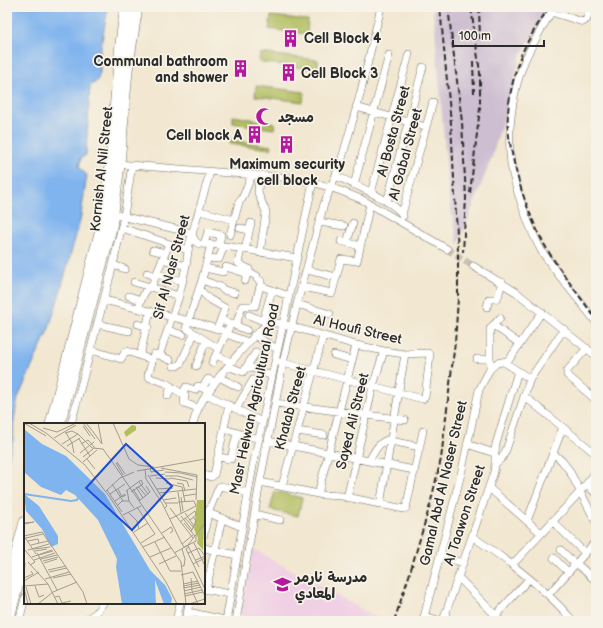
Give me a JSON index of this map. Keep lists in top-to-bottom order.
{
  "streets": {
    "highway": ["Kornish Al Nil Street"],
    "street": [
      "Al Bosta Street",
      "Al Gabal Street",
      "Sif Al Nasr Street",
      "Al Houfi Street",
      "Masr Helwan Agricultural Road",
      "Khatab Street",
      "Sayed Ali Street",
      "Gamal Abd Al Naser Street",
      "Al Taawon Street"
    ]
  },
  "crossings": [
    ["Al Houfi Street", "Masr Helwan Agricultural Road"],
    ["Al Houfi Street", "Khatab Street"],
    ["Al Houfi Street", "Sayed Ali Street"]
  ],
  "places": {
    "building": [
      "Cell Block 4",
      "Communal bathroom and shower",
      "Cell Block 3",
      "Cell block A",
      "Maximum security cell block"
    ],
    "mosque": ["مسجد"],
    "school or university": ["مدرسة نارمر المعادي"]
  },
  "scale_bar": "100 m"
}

◇ ◇ ◇

■ Exercise brief: Where an entry includes an image, skip the image and return everything else exactly.

■ Completed task:
Give me a JSON index of this map. Keep lists in top-to-bottom order.
{
  "streets": {
    "highway": ["Kornish Al Nil Street"],
    "street": [
      "Al Bosta Street",
      "Al Gabal Street",
      "Sif Al Nasr Street",
      "Al Houfi Street",
      "Masr Helwan Agricultural Road",
      "Khatab Street",
      "Sayed Ali Street",
      "Gamal Abd Al Naser Street",
      "Al Taawon Street"
    ]
  },
  "crossings": [
    ["Al Houfi Street", "Masr Helwan Agricultural Road"],
    ["Al Houfi Street", "Khatab Street"],
    ["Al Houfi Street", "Sayed Ali Street"]
  ],
  "places": {
    "building": [
      "Cell Block 4",
      "Communal bathroom and shower",
      "Cell Block 3",
      "Cell block A",
      "Maximum security cell block"
    ],
    "mosque": ["مسجد"],
    "school or university": ["مدرسة نارمر المعادي"]
  },
  "scale_bar": "100 m"
}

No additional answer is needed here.